Let $V^{\mathbb{P}}$ denote the class of all $\mathbb{P}$-names. Define the name-rank function $\operatorname{nrk}: V^{\mathbb{P}} \to \operatorname{Ord}$ by
\begin{align*}
\operatorname{nrk}(\sigma)=\sup\{\operatorname{nrk}(\rho)+1 : \exists p \in \mathbb{P} \text{ such that } (\rho,p) \in \sigma\}
\end{align*}
for every $\sigma \in V^{\mathbb{P}}$.
Thus, whenever $(\rho,p) \in \sigma$, we have
\begin{align*}
\operatorname{nrk}(\rho) < \operatorname{nrk}(\sigma).
\end{align*}
Because $\tau \in M$ and $M$ is a transitive model of $\mathrm{ZFC}$, the recursive construction of $\operatorname{nrk}(\tau)$ is carried out inside $M$, and $\operatorname{nrk}(\tau) \in \operatorname{Ord}^M$.
[/step]
[step:Show that names evaluating to ordinals are bounded by their name-rank]

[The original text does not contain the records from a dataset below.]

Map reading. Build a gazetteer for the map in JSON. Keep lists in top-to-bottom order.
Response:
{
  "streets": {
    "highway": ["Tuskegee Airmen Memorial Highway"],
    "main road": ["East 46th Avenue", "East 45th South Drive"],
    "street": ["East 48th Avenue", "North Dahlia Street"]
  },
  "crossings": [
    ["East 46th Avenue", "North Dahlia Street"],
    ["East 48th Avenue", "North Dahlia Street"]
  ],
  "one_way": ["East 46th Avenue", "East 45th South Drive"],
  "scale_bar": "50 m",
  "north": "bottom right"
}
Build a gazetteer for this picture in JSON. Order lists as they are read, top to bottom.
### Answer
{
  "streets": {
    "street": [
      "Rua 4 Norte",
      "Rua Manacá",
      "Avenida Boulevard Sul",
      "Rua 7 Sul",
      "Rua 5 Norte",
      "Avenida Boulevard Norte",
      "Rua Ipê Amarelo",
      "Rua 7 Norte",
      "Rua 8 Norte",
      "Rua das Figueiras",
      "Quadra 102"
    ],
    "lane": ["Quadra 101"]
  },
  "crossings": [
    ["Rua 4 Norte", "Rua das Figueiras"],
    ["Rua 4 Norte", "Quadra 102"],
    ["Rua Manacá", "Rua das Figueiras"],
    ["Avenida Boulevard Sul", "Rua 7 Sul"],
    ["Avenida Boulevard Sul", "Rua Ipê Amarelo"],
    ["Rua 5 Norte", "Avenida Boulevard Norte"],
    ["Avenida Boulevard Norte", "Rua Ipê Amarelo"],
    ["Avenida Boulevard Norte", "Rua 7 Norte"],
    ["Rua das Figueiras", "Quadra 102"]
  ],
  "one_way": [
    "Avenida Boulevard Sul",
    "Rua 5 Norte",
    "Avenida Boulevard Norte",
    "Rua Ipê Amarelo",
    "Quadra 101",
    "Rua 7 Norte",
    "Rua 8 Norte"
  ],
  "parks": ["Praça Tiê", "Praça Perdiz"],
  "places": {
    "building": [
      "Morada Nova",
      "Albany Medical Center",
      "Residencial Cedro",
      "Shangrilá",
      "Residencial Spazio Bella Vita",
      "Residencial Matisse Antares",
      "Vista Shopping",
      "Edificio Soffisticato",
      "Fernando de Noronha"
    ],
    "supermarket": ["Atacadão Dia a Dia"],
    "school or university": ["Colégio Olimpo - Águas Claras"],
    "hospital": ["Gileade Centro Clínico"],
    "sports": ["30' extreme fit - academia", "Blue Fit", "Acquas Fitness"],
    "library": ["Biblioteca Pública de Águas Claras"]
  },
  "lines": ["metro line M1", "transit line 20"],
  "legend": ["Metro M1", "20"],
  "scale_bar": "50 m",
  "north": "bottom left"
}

We prove by transfinite induction on $\delta \in \operatorname{Ord}$ the following assertion:
For every $\mathbb{P}$-name $\sigma$ with $\operatorname{nrk}(\sigma)=\delta$, if $\sigma_G$ is an ordinal, then
\begin{align*}
\sigma_G \subset \delta.
\end{align*}
Fix $\delta \in \operatorname{Ord}$ and assume the assertion holds for every name-rank $<\delta$. Let $\sigma$ be a $\mathbb{P}$-name with $\operatorname{nrk}(\sigma)=\delta$, and suppose that $\sigma_G$ is an ordinal. Let $\beta \in \sigma_G$. By the definition of valuation, there exist a $\mathbb{P}$-name $\rho$ and a condition $p \in G$ such that $(\rho,p) \in \sigma$ and
\begin{align*}
\beta = \rho_G.
\end{align*}
Since $(\rho,p) \in \sigma$, the definition of name-rank gives
\begin{align*}
\operatorname{nrk}(\rho) < \operatorname{nrk}(\sigma)=\delta.
\end{align*}
Because $\sigma_G$ is an ordinal and $\beta \in \sigma_G$, the element $\beta$ is itself an ordinal. Hence $\rho_G=\beta$ is an ordinal, so the induction hypothesis applied to $\rho$ yields
\begin{align*}
\rho_G \subset \operatorname{nrk}(\rho).
\end{align*}
Since $\rho_G$ is an ordinal and $\rho_G \subset \operatorname{nrk}(\rho)$, it follows that
\begin{align*}
\rho_G \in \operatorname{nrk}(\rho)+1.
\end{align*}
Also $\operatorname{nrk}(\rho)+1 \leq \delta$, because $\operatorname{nrk}(\rho)<\delta$. Therefore $\rho_G \in \delta$, and hence $\beta \in \delta$. Since $\beta \in \sigma_G$ was arbitrary, $\sigma_G \subset \delta$.
[guided]
The point of the induction is to control the possible ordinal value of a name by looking only at how deeply names are nested inside it. Here $V^{\mathbb{P}}$ denotes the class of all $\mathbb{P}$-names, and $\operatorname{nrk}:V^{\mathbb{P}}\to\operatorname{Ord}$ is the name-rank function defined above. We prove the following precise statement by induction on the ordinal $\delta$: if a name $\sigma$ has name-rank $\delta$ and its interpretation $\sigma_G$ is an ordinal, then every element of $\sigma_G$ belongs to $\delta$.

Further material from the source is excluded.